The image $[1,\infty)$ is a strict subset of the codomain $\mathbb{R}$ — no output is ever below $1$ , so all of $(-\infty, 1)$ is declared-possible but never-hit. Codomain declared, image earned. That gap is exactly what "surjective" (next lesson) will measure.

Worked example 2 — is this rule actually a function? (spoiler: no)▸

Consider the relation $R = \{(1, 5), (2, 7), (1, 9), (3, 7)\}$ on $A = \{1, 2, 3\}$ to $B = \mathbb{Z}$ . Is $R$ a function $A \to B$ ? If not, fix it minimally.

Run the two rules.

Total? Every element of $A = \{1,2,3\}$ must appear as a first coordinate. We see $1, 2, 3$ all present. ✓

Single-valued? Each first coordinate appears once. But $1$ appears in both $(1, 5)$ and $(1, 9)$ — input $1$ maps to two outputs, $5$ and $9$ . ✗

So $R$ is not a function: it violates single-valuedness at the input $1$ . The vertical line $x = 1$ would hit the graph twice.

Minimal fix: delete one of the conflicting pairs, say drop $(1, 9)$ . Then $\{(1,5), (2,7), (3,7)\}$ has each input once — total and single-valued, so it's a function. (Note $(2,7)$ and $(3,7)$ sharing the output $7$ is totally fine — two inputs may share an output; that's only ruled out for injective functions, next lesson. It's two outputs for one input that's forbidden.)

Worked example 3 — the well-defined trap on mod-n classes (one passes, one fails spectacularly)▸

Working mod $5$ , someone defines $F([a]) = [a^2]$ ("square the class"). Show this IS well-defined. Then show $G([a]) = a$ (return the representative itself, as an integer) is NOT.

Recall a class $[a]$ mod $5$ has many names: $[2] = [7] = [12] = \dots$ For a rule on classes to be a function, it must give the same answer for every name.

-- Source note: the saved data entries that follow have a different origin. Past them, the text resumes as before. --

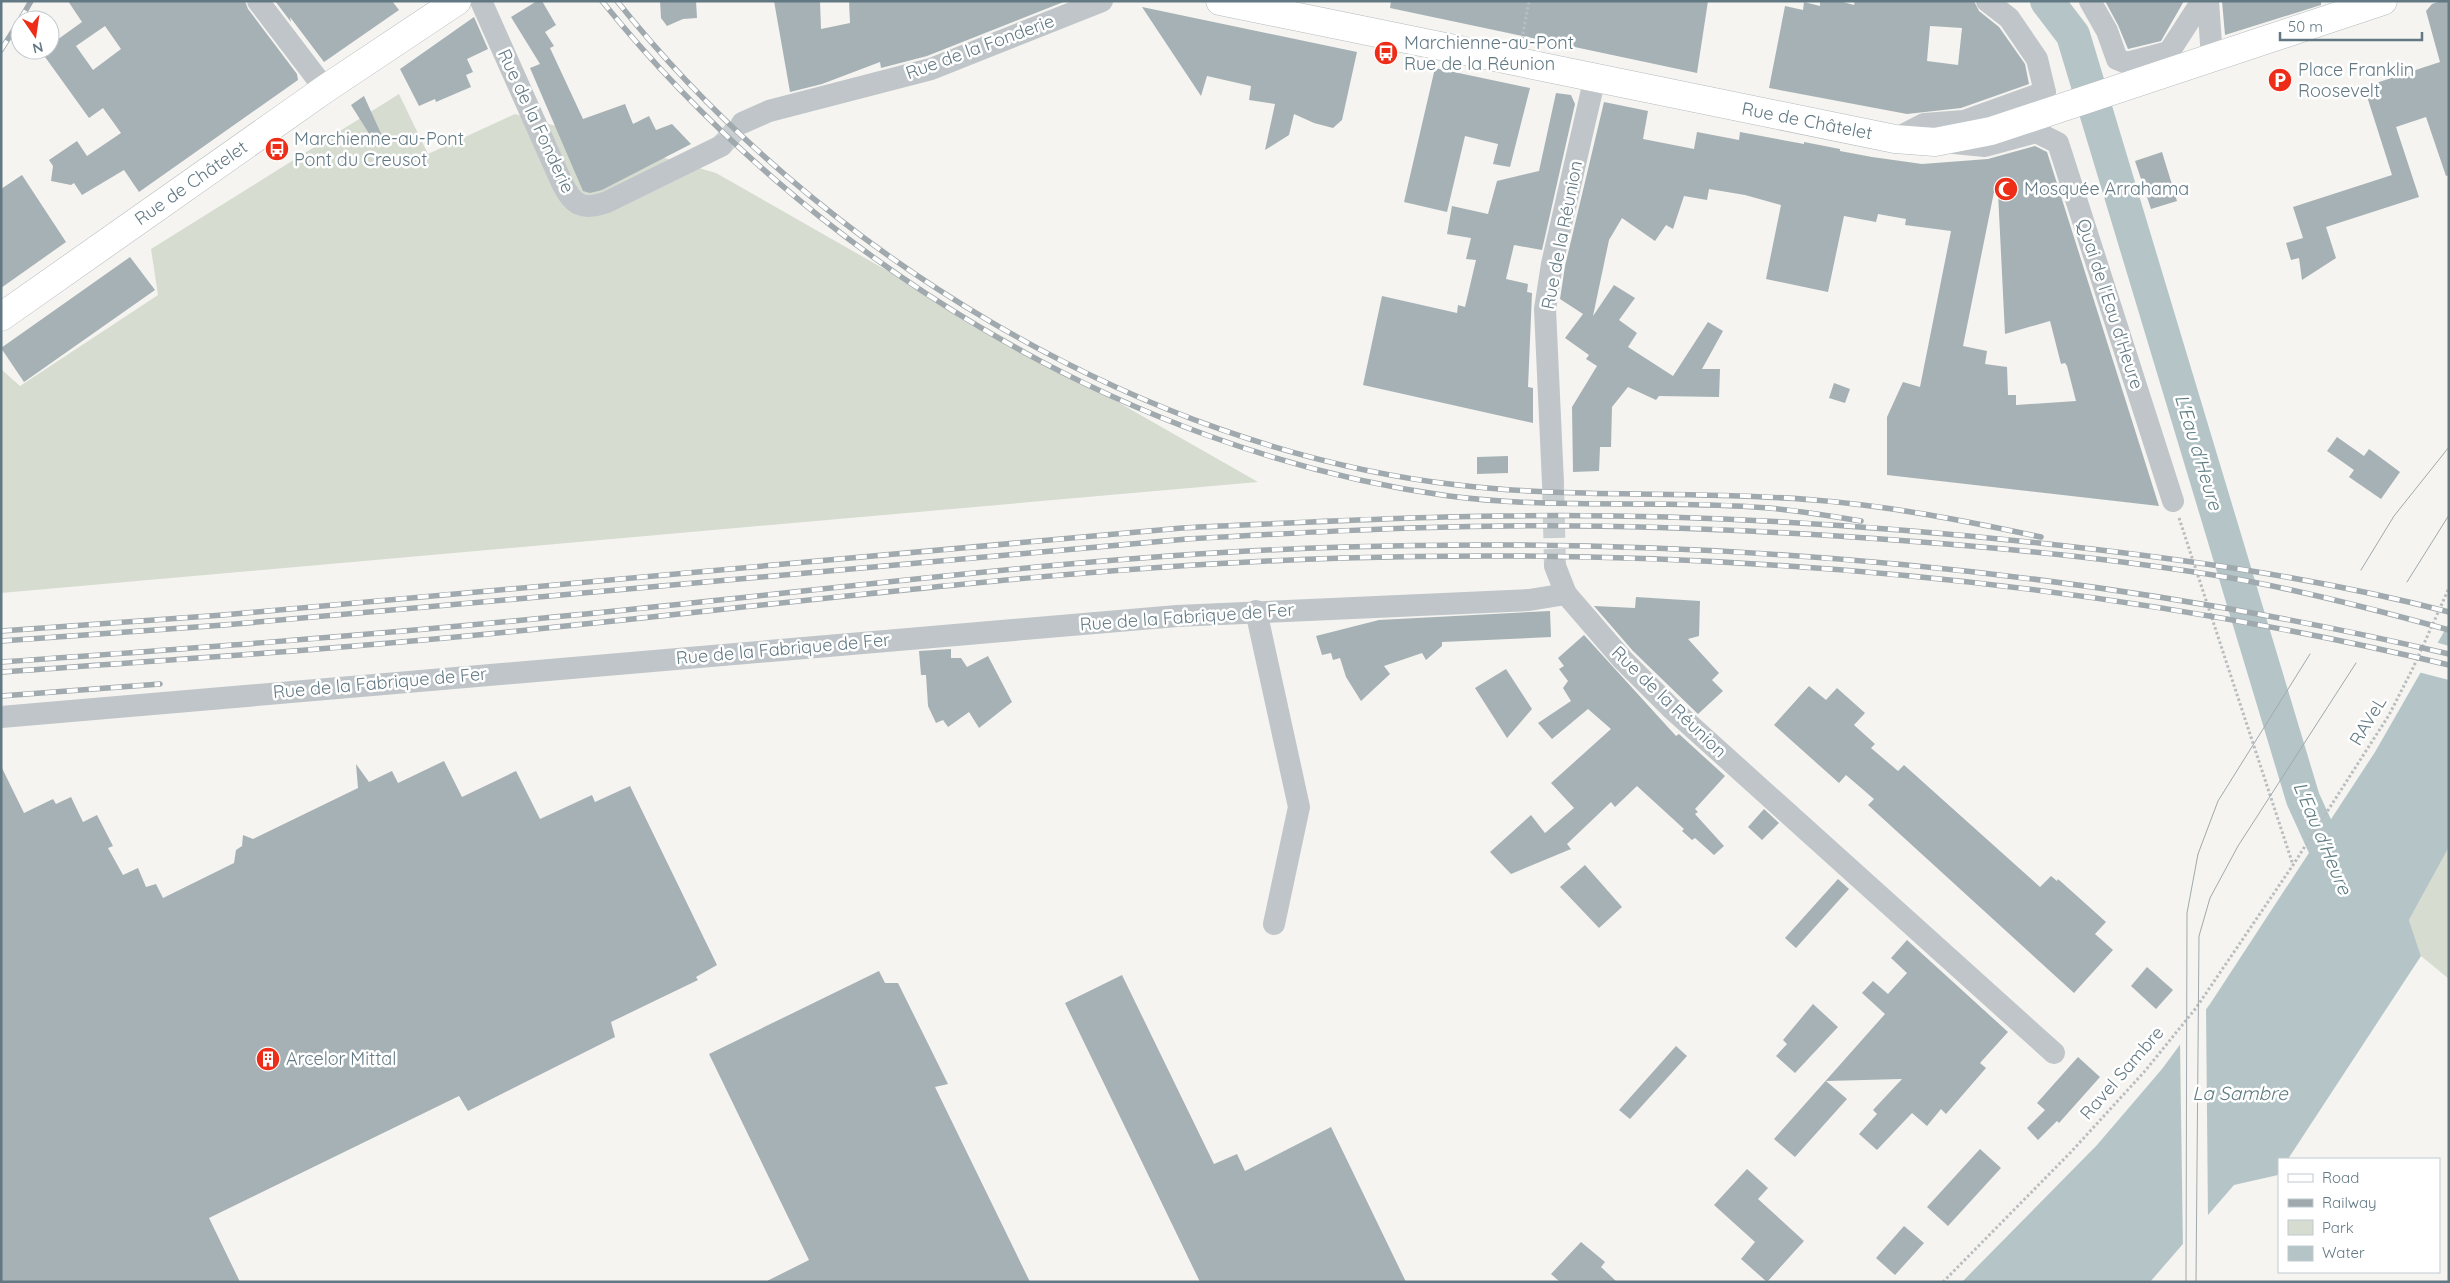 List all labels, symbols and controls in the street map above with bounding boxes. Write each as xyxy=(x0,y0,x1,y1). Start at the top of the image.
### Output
street label: Rue de la Fonderie xyxy=(902,9,1057,84)
north arrow xyxy=(10,10,60,60)
scale bar xyxy=(2280,10,2422,42)
text: 50 m xyxy=(2288,17,2323,36)
place label: Marchienne-au-Pont Rue de la Réunion xyxy=(1404,31,1574,75)
text: N xyxy=(31,38,45,58)
bus stop icon: Marchienne-au-Pont Rue de la Réunion xyxy=(1373,40,1399,66)
street label: Rue de la Fonderie xyxy=(493,45,580,197)
place label: Place Franklin Roosevelt xyxy=(2298,58,2414,102)
parking icon: Place Franklin Roosevelt xyxy=(2267,67,2293,93)
street label: Rue de Châtelet xyxy=(1740,97,1874,144)
place label: Marchienne-au-Pont Pont du Creusot xyxy=(294,127,464,171)
street label: Rue de Châtelet xyxy=(130,135,252,230)
bus stop icon: Marchienne-au-Pont Pont du Creusot xyxy=(264,136,290,162)
street label: Rue de la Réunion xyxy=(1536,159,1587,311)
mosque icon: Mosquée Arrahama xyxy=(1993,176,2019,202)
place label: Mosquée Arrahama xyxy=(2024,177,2189,200)
street label: Quai de l'Eau d'Heure xyxy=(2072,216,2149,392)
water label: L'Eau d'Heure xyxy=(2170,391,2228,514)
street label: Rue de la Fabrique de Fer xyxy=(1079,598,1295,635)
street label: Rue de la Fabrique de Fer xyxy=(675,628,891,669)
street label: Rue de la Réunion xyxy=(1607,641,1732,762)
street label: Rue de la Fabrique de Fer xyxy=(272,662,488,703)
street label: RAVeL xyxy=(2344,692,2391,750)
water label: L'Eau d'Heure xyxy=(2289,778,2358,899)
street label: Ravel Sambre xyxy=(2075,1021,2169,1124)
building icon: Arcelor Mittal xyxy=(255,1046,281,1072)
place label: Arcelor Mittal xyxy=(286,1047,396,1070)
water label: La Sambre xyxy=(2192,1081,2289,1105)
legend xyxy=(2278,1158,2440,1273)
text: Road xyxy=(2322,1168,2359,1187)
text: Railway xyxy=(2322,1193,2377,1212)
text: Park xyxy=(2322,1218,2354,1237)
text: Water xyxy=(2322,1243,2365,1262)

$F([a]) = [a^2]$ — check well-defined. Suppose $[a] = [b]$ , i.e. $a \equiv b \pmod 5$ , so $5 \mid (a - b)$ . We must show $[a^2] = [b^2]$ , i.e. $5 \mid (a^2 - b^2)$ . Factor: $a^2 - b^2 = (a - b)(a + b).$ Since $5 \mid (a - b)$ , it divides the product, so $5 \mid (a^2 - b^2)$ , hence $[a^2] = [b^2]$ . The output didn't depend on the representative. Well-defined. ✓ (Test: $[2]^2 = [4]$ and $[7]^2 = [49] = [4]$ , since $49 = 5\cdot 9 + 4$ . Same.)

$G([a]) = a$ — check well-defined. This tries to return the actual integer you happened to write. Test on one class, two names: $[2] = [7]$ as classes, but $G([2]) = 2, \qquad G([7]) = 7.$ Same input class, two different outputs $2 \ne 7$ . Not well-defined — it depends entirely on which representative you scribbled, not on the class itself. So $G$ isn't a function on classes at all.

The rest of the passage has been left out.